Since I co-founded Bay Area Nonviolent Communication in 2002 in Oakland, Calif., my colleagues and I have trained thousands of people on how to collaborate without sacrificing productivity. Sometimes, collaboration requires transforming deep habits of mistrust. At other times, as in the example above, a simple change of words is enough to create a sharp shift.
In my work, I focus on how full ownership of a common purpose increases motivation, how transparency and information-sharing result in wiser choices, and how effective feedback supports learning. More than anything, collaboration works when people know that others, especially those in power, take their suggestions seriously.
This point was driven home to me when I facilitated a series of monthly meetings involving people from multiple locations and levels within a large service agency. When I initially observed one of their meetings, I saw a familiar pattern. The C.E.O. spoke, and spoke again. Some of the other executives also spoke. The middle managers, however, didn’t say much, even when asked questions. Nothing of substance happened, and the group came to no apparent decisions. I wondered how anyone survived these meetings month in and month out.
The first time I ran a meeting, I invited everyone to respond to this question: What would make their meetings work better? I asked each middle manager to speak first, before the executives. I had a significant exchange with almost everyone who spoke; together, we clarified what was most important to them. The managers wanted to trust that they would be taken seriously. They wanted executives to consult with them before making decisions. And they wanted to know when decisions would change how they worked.

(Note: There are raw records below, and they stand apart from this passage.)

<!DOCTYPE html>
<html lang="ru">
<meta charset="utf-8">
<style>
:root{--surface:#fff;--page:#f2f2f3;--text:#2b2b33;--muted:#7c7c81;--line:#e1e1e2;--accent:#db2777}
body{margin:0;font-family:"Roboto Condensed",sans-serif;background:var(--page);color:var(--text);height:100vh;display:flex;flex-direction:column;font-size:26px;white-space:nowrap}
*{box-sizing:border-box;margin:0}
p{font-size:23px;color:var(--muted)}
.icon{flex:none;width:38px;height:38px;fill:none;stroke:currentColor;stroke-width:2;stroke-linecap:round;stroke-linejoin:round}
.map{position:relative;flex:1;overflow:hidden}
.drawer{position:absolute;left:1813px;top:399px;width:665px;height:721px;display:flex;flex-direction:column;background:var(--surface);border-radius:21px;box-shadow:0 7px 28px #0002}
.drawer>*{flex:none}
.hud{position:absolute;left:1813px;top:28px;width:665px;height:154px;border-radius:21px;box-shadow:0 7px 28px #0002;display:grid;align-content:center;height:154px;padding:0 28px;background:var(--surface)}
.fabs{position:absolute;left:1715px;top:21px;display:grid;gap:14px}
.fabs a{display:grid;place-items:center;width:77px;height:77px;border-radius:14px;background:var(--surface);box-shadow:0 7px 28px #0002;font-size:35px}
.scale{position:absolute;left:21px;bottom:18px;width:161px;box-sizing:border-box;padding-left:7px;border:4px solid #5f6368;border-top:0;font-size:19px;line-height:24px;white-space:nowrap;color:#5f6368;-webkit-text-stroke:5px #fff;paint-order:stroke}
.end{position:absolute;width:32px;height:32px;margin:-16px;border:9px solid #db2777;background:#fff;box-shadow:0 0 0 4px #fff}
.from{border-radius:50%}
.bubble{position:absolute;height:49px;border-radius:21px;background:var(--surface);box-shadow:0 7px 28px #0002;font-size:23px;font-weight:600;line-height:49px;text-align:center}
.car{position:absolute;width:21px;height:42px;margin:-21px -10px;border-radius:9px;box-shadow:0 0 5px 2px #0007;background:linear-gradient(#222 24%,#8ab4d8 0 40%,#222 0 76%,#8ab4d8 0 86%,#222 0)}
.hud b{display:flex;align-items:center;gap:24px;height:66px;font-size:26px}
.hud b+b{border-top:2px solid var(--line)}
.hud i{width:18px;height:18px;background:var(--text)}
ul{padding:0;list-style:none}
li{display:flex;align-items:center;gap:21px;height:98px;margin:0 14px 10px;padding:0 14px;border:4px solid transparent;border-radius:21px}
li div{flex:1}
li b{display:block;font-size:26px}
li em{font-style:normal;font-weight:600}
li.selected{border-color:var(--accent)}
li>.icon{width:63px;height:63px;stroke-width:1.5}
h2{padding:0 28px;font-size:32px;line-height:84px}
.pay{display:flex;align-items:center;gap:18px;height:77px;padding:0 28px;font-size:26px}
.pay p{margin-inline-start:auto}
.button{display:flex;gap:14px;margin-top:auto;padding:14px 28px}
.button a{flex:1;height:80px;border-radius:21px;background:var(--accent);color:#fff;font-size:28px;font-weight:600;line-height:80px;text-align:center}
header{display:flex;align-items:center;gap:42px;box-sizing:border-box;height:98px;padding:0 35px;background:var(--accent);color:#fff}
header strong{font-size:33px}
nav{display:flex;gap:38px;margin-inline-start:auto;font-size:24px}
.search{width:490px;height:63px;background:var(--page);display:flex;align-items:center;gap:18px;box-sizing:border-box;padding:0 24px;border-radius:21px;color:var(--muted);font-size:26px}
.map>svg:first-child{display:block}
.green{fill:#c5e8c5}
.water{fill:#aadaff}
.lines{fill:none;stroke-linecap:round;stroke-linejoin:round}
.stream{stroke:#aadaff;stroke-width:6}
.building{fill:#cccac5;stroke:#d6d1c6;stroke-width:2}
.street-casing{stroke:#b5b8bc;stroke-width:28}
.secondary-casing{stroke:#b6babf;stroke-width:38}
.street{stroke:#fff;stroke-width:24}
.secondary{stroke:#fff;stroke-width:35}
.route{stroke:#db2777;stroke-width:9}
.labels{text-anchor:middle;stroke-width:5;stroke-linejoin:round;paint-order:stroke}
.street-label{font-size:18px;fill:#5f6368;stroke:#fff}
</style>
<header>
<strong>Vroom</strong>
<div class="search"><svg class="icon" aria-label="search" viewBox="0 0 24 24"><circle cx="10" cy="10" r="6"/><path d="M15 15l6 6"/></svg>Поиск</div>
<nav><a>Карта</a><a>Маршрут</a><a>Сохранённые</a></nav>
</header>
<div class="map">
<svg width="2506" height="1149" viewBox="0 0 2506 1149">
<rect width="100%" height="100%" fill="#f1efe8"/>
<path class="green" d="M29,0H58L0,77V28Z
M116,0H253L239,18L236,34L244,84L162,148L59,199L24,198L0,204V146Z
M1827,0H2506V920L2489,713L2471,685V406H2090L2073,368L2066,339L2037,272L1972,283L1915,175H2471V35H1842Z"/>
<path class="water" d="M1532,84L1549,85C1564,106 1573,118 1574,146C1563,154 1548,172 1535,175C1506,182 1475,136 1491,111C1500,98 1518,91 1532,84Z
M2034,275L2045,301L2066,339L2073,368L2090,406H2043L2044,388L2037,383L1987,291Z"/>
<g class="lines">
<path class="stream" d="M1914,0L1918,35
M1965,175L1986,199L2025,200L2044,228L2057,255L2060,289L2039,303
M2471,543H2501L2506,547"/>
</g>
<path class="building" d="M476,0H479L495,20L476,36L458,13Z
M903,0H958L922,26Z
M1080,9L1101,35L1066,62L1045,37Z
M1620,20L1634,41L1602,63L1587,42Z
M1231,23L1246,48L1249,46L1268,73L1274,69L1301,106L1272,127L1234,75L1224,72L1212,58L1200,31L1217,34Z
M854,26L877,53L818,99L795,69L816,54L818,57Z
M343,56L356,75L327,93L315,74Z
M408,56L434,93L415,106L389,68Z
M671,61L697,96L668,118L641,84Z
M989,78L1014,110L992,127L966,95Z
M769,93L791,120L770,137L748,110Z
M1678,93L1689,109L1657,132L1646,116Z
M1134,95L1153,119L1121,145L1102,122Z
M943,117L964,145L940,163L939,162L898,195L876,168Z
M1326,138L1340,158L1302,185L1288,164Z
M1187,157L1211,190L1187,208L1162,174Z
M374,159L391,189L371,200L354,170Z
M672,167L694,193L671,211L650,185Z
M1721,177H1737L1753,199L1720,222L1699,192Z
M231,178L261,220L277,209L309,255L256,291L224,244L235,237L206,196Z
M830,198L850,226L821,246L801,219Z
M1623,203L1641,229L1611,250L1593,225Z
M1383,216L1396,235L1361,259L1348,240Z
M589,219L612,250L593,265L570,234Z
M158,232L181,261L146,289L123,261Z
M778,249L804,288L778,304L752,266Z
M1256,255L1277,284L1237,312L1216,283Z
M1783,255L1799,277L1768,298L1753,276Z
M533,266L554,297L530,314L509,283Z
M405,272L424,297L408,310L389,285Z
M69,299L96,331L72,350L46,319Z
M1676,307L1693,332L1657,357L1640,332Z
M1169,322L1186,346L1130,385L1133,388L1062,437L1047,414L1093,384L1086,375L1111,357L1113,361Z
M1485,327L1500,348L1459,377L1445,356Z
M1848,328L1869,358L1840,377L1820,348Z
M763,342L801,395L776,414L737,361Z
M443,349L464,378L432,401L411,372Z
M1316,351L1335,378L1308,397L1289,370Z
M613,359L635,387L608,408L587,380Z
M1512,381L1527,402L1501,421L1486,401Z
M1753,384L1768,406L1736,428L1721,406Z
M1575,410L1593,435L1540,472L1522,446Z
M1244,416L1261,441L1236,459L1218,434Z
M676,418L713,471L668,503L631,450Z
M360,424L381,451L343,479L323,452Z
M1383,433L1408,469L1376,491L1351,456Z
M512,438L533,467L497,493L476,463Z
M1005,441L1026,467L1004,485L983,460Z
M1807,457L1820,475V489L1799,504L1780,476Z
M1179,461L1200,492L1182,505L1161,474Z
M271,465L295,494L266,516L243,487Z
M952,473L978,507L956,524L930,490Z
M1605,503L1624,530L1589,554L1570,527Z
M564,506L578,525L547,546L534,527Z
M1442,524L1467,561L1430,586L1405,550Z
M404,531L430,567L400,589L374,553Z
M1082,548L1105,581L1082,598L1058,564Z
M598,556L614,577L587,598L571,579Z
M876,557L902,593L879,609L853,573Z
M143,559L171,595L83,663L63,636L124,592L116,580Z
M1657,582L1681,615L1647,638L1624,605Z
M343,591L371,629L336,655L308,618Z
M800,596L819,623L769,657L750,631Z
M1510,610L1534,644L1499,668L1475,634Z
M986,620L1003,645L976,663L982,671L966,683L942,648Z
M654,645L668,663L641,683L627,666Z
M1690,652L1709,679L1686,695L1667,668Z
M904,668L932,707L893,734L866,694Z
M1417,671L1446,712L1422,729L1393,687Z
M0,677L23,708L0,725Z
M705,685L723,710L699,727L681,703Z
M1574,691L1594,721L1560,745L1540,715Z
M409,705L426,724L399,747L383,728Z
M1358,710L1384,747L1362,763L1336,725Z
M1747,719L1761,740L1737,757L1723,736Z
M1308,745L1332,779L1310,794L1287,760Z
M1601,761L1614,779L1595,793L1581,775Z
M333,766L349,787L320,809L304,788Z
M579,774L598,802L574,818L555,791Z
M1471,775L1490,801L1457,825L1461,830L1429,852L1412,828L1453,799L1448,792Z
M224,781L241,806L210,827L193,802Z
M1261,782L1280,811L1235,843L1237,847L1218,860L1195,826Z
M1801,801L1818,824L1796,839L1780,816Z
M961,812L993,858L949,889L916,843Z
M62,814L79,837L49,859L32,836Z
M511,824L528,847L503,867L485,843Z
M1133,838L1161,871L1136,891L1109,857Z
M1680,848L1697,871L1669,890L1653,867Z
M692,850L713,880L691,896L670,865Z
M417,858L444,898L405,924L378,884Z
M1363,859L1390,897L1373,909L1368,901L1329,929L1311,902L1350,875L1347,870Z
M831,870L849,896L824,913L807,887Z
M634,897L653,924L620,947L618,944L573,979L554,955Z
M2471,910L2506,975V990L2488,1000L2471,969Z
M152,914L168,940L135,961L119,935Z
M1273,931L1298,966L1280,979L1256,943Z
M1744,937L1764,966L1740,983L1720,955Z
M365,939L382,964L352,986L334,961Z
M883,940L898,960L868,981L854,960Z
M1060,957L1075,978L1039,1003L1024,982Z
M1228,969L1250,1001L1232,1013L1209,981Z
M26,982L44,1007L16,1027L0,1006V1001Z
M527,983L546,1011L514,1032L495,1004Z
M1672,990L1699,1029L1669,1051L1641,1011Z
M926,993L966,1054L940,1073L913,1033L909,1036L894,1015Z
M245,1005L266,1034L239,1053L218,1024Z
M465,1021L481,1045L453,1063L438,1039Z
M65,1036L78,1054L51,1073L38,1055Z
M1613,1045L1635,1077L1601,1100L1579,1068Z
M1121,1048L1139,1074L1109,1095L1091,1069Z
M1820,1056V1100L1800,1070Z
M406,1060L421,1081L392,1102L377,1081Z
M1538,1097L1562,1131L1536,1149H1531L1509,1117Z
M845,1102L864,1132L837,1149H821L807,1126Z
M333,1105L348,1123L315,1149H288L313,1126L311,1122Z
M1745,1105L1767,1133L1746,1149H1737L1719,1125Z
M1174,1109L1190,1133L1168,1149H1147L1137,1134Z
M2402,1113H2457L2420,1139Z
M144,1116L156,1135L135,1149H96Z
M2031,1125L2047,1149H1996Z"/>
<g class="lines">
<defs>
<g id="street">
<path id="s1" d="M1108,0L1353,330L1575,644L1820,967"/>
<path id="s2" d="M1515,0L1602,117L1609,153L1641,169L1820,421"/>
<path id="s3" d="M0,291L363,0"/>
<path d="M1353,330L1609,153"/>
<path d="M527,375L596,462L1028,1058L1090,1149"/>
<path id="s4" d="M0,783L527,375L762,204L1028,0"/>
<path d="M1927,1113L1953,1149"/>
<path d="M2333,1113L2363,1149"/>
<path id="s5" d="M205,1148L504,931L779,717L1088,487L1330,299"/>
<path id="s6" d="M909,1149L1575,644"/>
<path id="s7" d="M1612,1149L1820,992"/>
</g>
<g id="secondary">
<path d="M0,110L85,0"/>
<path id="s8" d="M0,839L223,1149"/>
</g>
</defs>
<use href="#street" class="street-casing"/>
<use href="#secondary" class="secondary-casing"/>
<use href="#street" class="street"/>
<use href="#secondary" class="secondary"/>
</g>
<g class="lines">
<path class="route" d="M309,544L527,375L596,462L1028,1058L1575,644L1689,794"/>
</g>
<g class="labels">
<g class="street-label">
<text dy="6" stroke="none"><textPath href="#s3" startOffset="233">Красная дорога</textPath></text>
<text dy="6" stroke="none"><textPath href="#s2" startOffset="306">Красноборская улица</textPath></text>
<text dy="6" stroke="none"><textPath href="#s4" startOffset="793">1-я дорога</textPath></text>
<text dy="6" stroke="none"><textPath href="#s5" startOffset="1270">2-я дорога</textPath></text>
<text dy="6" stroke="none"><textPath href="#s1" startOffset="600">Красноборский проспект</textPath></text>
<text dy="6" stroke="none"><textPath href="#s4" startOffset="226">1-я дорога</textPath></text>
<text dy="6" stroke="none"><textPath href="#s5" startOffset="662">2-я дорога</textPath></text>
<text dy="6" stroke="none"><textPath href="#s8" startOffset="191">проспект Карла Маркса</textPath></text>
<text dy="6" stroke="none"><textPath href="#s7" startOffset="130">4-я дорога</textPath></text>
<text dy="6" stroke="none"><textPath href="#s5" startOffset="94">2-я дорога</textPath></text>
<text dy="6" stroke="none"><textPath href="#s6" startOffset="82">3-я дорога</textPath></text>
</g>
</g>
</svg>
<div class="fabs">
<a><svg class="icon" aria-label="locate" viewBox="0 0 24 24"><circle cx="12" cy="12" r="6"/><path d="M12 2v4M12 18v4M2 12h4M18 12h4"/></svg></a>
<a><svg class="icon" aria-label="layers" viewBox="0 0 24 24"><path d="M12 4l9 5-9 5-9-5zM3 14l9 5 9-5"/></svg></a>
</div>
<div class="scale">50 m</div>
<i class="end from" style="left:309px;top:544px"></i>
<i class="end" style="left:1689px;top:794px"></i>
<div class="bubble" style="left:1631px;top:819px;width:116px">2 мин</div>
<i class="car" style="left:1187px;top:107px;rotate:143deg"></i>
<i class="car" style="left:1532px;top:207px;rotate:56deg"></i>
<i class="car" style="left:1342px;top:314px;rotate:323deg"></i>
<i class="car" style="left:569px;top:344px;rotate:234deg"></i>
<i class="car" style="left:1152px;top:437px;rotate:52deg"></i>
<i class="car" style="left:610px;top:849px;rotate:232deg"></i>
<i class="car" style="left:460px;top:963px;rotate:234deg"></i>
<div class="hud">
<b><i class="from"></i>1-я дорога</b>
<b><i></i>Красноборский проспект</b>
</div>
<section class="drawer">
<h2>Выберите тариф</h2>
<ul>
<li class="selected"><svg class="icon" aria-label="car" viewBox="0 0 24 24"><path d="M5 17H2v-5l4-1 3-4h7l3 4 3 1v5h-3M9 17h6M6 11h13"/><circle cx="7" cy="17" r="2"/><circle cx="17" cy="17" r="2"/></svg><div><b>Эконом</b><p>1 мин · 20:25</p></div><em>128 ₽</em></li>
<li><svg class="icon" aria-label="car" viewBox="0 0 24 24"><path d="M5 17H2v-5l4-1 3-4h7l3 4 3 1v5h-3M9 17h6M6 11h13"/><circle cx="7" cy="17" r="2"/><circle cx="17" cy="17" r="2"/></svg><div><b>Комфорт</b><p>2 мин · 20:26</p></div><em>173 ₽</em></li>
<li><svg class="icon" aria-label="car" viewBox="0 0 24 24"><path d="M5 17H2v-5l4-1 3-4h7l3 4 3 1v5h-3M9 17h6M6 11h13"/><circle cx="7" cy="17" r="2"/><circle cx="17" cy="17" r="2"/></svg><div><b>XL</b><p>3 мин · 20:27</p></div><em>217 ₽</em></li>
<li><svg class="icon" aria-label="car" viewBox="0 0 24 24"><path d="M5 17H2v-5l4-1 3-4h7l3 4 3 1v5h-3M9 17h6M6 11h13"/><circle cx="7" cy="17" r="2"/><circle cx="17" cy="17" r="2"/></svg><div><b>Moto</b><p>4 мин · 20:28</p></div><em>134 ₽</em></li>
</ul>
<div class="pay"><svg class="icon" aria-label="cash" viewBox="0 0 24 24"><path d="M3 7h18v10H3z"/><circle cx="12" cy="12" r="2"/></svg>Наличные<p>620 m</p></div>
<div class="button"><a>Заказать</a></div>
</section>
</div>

Over time, the managers began to take responsibility for the meetings. They came to trust that the executives would address their concerns. And they offered solutions instead of waiting for those executives to fix everything.
When leaders commit to involving the whole group, organizations are transformed. Although collaboration — or “laboring together” (collaborare in Latin) — isn’t easy, it becomes easier the more we welcome differences and even conflict in service of a larger whole. The results are higher trust, increased productivity and rich creativity.
MIKI KASHTAN is the author of “Spinning Threads of Radical Aliveness: Transcending the Legacy of Separation in our Individual Lives” (Fearless Heart Publications).